ACTION ITEM: Find the word "hidden" in the data below and copy each line that holds it.

EXTRACTED MATERIAL:
# # # # # # #

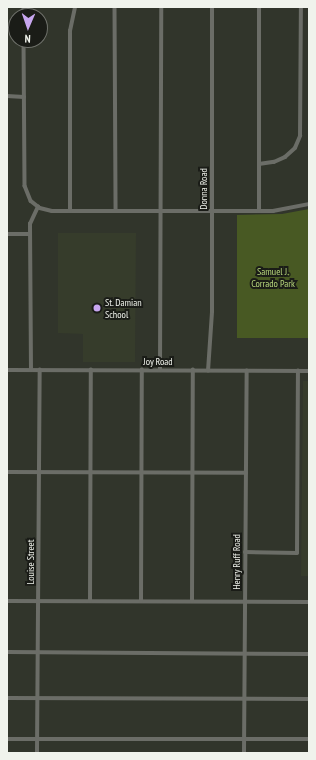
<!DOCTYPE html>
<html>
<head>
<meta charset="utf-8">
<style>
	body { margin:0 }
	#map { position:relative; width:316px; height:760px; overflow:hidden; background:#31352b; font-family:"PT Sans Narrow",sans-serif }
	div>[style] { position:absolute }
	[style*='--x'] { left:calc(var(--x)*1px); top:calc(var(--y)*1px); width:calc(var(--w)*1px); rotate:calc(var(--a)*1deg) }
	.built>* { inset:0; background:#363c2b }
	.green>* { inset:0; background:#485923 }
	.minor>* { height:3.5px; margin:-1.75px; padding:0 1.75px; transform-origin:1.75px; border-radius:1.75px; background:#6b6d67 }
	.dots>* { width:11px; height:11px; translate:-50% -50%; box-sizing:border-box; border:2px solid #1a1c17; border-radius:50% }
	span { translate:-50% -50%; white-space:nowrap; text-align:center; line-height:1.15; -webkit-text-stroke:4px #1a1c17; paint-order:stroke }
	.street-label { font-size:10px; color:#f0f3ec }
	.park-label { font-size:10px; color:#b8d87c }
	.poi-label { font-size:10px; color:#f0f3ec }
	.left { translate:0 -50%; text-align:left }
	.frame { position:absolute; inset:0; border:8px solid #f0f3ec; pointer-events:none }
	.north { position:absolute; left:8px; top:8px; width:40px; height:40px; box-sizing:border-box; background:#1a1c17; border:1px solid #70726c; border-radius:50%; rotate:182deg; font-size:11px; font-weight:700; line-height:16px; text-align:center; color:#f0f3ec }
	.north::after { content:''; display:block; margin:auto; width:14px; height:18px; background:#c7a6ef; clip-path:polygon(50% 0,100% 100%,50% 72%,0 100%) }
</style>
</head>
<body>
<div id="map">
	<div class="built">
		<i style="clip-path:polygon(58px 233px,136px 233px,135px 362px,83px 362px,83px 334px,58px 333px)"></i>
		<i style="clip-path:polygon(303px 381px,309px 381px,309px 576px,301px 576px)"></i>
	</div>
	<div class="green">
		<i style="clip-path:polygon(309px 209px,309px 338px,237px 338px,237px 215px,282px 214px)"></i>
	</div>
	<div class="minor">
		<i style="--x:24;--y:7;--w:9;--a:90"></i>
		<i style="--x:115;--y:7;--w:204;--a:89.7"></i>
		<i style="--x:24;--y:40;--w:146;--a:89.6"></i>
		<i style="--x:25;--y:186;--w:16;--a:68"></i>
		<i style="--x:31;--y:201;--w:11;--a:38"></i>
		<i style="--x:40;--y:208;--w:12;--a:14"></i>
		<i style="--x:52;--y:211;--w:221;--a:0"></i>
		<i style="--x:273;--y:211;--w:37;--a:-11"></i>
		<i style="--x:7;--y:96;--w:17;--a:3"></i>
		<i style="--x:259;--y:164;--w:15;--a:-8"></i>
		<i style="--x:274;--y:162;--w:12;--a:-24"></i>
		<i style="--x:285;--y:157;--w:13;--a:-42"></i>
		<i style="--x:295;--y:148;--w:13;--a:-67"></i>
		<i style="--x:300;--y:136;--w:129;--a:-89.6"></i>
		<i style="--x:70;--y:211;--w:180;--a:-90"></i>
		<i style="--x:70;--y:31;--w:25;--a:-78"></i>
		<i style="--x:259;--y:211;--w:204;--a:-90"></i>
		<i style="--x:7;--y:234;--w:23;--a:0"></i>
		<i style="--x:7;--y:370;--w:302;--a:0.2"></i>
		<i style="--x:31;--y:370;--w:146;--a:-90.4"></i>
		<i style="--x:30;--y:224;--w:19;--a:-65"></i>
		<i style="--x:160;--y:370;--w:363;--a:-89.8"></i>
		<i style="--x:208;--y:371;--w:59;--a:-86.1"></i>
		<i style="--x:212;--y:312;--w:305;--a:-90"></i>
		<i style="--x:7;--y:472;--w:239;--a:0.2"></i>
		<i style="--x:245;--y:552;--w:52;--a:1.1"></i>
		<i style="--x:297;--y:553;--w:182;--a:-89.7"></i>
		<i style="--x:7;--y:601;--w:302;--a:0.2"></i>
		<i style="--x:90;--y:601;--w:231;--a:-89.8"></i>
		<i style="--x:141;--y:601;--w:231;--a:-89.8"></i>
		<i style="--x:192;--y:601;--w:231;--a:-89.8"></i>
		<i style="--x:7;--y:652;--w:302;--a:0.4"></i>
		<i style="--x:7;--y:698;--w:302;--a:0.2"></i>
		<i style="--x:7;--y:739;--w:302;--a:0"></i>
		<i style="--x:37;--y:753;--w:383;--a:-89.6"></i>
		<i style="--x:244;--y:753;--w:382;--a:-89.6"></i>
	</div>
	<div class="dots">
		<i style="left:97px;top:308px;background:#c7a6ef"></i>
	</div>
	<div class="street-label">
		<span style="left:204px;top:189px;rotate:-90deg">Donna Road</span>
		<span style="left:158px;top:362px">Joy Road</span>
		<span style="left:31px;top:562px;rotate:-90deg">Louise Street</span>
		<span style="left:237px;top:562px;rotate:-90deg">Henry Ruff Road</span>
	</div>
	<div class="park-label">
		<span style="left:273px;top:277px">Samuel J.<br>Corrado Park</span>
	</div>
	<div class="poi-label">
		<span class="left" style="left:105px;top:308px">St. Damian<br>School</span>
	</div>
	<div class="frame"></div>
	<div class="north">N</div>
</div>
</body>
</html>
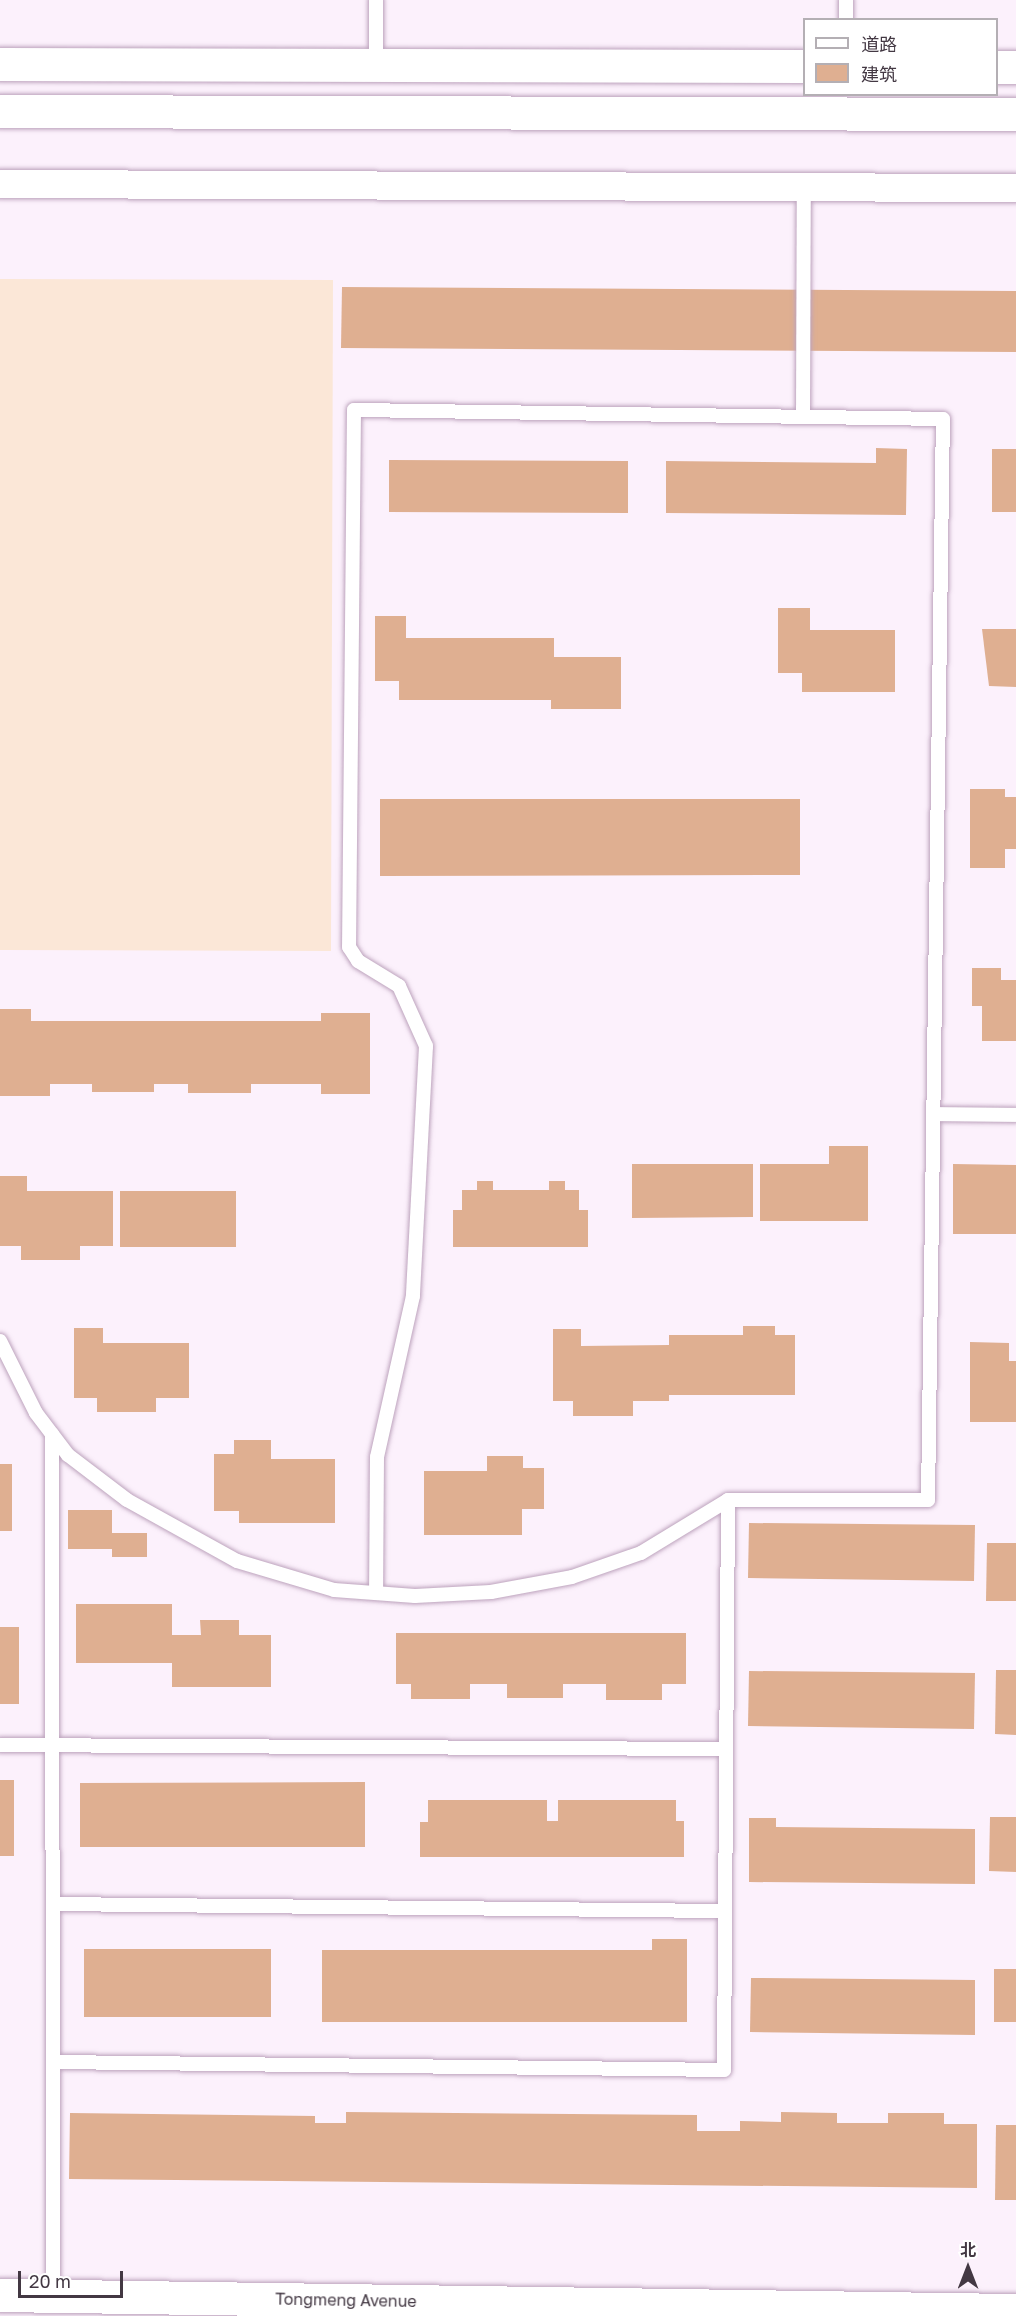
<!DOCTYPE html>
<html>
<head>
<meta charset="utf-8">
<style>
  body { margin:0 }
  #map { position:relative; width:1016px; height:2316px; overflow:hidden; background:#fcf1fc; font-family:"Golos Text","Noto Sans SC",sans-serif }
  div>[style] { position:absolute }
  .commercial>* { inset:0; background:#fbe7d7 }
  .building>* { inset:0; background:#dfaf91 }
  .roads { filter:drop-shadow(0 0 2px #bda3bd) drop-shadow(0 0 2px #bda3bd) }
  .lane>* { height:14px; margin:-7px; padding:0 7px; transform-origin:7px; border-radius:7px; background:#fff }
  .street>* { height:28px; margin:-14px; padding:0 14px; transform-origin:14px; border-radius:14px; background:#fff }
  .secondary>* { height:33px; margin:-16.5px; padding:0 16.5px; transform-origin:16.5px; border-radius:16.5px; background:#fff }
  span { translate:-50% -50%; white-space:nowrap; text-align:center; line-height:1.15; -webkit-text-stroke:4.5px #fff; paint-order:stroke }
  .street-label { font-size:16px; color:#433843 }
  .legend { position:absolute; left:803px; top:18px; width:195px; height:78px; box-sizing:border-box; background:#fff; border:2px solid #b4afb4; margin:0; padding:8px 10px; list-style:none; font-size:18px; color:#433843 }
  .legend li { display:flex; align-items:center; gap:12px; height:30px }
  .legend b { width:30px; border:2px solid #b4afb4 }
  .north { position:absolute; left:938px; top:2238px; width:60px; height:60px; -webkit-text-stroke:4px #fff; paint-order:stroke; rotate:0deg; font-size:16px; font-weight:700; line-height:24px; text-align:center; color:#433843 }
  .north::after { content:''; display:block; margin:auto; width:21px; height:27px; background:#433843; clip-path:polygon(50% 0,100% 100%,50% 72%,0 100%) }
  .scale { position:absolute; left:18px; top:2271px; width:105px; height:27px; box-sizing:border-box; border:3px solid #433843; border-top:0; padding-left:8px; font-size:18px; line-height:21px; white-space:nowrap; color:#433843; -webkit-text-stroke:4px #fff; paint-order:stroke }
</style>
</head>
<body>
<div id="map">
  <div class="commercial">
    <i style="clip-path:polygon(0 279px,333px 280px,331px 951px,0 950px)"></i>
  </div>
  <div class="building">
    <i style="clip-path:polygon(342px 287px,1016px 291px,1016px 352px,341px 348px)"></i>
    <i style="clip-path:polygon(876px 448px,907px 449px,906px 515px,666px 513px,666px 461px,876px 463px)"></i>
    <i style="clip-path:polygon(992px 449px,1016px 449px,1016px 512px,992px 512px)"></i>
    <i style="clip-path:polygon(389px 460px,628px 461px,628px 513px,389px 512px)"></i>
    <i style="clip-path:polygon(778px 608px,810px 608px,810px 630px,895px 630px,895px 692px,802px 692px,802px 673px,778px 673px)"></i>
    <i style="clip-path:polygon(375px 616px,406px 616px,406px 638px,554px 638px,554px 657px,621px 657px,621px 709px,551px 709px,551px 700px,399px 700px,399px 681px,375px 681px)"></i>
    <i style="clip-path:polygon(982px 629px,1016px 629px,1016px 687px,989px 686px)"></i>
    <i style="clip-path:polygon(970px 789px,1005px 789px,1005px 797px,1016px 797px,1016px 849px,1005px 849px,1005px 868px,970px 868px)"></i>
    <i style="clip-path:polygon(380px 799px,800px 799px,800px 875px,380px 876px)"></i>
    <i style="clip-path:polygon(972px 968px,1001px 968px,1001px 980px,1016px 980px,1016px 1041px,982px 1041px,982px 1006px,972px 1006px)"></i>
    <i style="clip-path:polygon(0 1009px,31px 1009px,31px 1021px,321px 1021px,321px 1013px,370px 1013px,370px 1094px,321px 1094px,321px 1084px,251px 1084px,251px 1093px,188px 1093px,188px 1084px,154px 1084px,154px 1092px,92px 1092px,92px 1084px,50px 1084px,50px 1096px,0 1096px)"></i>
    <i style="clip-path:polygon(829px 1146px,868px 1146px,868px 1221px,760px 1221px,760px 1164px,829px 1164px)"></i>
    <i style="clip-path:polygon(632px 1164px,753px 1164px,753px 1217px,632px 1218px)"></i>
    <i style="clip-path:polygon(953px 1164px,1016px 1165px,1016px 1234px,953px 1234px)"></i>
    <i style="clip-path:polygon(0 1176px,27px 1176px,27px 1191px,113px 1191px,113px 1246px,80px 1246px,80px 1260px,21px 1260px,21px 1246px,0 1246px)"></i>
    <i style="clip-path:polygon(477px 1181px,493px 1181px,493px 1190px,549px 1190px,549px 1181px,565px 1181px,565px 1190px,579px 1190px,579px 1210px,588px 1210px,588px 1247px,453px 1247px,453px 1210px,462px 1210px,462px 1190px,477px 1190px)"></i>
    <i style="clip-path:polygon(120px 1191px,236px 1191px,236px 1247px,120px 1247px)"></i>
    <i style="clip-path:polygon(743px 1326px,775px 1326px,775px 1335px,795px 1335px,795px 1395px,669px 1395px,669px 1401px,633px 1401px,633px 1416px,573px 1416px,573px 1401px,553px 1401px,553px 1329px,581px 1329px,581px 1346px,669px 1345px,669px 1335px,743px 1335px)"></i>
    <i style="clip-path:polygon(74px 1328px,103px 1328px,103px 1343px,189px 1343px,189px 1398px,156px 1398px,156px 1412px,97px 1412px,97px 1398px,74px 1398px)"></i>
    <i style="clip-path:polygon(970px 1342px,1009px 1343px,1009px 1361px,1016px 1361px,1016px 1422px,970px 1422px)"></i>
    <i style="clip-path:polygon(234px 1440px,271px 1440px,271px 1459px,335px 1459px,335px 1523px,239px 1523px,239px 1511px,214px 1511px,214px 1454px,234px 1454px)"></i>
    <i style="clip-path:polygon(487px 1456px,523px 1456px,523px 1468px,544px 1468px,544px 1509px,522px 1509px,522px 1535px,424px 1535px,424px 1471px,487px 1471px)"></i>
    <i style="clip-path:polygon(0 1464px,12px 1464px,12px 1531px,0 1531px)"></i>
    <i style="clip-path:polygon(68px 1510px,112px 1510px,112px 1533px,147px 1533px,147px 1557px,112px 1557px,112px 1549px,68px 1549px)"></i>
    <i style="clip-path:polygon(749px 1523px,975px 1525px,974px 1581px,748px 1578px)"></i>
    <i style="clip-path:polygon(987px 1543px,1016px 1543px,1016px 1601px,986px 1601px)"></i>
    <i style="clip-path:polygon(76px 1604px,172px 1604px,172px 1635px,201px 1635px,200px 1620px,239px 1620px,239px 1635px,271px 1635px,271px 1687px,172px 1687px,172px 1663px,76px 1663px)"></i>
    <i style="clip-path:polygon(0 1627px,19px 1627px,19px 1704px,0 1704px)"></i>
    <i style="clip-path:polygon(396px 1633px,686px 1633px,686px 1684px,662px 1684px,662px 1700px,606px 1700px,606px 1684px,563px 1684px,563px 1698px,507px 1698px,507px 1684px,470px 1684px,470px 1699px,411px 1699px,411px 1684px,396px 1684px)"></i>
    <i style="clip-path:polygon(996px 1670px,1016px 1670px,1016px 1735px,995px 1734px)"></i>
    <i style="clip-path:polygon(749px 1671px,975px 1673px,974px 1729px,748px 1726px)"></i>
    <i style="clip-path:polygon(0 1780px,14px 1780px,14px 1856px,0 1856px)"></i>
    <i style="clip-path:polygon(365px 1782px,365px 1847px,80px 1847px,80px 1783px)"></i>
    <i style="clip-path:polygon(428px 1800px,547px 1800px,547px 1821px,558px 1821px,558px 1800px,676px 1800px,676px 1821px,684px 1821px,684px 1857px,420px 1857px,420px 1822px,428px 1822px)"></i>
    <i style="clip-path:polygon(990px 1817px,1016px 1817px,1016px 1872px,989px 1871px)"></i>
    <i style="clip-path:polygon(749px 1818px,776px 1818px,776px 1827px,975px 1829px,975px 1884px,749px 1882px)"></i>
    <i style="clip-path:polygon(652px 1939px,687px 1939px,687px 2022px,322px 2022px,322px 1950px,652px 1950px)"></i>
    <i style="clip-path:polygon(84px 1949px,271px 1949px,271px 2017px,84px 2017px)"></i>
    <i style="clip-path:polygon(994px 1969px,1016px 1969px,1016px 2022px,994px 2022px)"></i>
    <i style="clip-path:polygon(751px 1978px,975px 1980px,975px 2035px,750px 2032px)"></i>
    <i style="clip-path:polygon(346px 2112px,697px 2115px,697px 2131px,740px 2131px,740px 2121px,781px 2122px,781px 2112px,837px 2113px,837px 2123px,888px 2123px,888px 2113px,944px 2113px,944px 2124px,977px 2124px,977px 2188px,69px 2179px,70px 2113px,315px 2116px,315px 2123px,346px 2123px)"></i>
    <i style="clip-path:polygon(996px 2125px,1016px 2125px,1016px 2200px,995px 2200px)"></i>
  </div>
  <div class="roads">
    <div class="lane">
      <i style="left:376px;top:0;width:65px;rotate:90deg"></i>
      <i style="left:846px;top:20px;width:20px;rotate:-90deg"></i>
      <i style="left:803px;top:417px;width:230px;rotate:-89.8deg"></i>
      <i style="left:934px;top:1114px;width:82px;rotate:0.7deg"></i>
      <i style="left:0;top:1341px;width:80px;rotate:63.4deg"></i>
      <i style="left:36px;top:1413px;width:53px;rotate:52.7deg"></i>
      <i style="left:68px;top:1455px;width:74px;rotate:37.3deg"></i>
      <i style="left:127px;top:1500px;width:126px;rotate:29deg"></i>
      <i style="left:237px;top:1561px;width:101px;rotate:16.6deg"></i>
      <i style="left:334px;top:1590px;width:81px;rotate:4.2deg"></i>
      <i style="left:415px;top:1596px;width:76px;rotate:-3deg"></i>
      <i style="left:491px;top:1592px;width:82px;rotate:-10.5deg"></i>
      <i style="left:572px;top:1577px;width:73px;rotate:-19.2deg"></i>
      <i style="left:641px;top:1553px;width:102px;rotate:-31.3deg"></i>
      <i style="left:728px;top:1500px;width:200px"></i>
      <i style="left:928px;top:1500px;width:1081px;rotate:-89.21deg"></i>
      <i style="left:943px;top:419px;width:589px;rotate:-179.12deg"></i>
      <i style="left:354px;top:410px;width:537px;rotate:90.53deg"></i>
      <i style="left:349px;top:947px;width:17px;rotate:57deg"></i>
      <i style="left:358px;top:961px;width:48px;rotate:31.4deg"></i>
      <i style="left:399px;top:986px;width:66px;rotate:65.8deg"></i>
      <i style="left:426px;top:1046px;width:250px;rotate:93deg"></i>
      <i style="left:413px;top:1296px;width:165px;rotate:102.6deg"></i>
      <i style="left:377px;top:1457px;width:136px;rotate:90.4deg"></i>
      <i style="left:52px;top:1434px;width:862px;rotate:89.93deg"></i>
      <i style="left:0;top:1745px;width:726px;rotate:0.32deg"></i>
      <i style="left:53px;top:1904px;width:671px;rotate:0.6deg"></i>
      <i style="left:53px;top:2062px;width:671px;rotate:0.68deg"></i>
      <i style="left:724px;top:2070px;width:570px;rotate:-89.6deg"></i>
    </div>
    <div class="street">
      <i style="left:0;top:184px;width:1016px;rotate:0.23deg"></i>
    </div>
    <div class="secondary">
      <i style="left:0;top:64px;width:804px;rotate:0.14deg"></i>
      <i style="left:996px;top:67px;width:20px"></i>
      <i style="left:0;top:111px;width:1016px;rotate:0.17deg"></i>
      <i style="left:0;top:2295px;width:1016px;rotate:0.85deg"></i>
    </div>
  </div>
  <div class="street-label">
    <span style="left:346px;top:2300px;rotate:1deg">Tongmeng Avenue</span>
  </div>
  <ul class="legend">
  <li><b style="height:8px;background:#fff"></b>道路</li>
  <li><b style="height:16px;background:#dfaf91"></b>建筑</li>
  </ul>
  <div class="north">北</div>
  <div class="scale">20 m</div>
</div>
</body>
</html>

# # # # # # #

EXERCISE ANSWER:
	#map { position:relative; width:316px; height:760px; overflow:hidden; background:#31352b; font-family:"PT Sans Narrow",sans-serif }
  #map { position:relative; width:1016px; height:2316px; overflow:hidden; background:#fcf1fc; font-family:"Golos Text","Noto Sans SC",sans-serif }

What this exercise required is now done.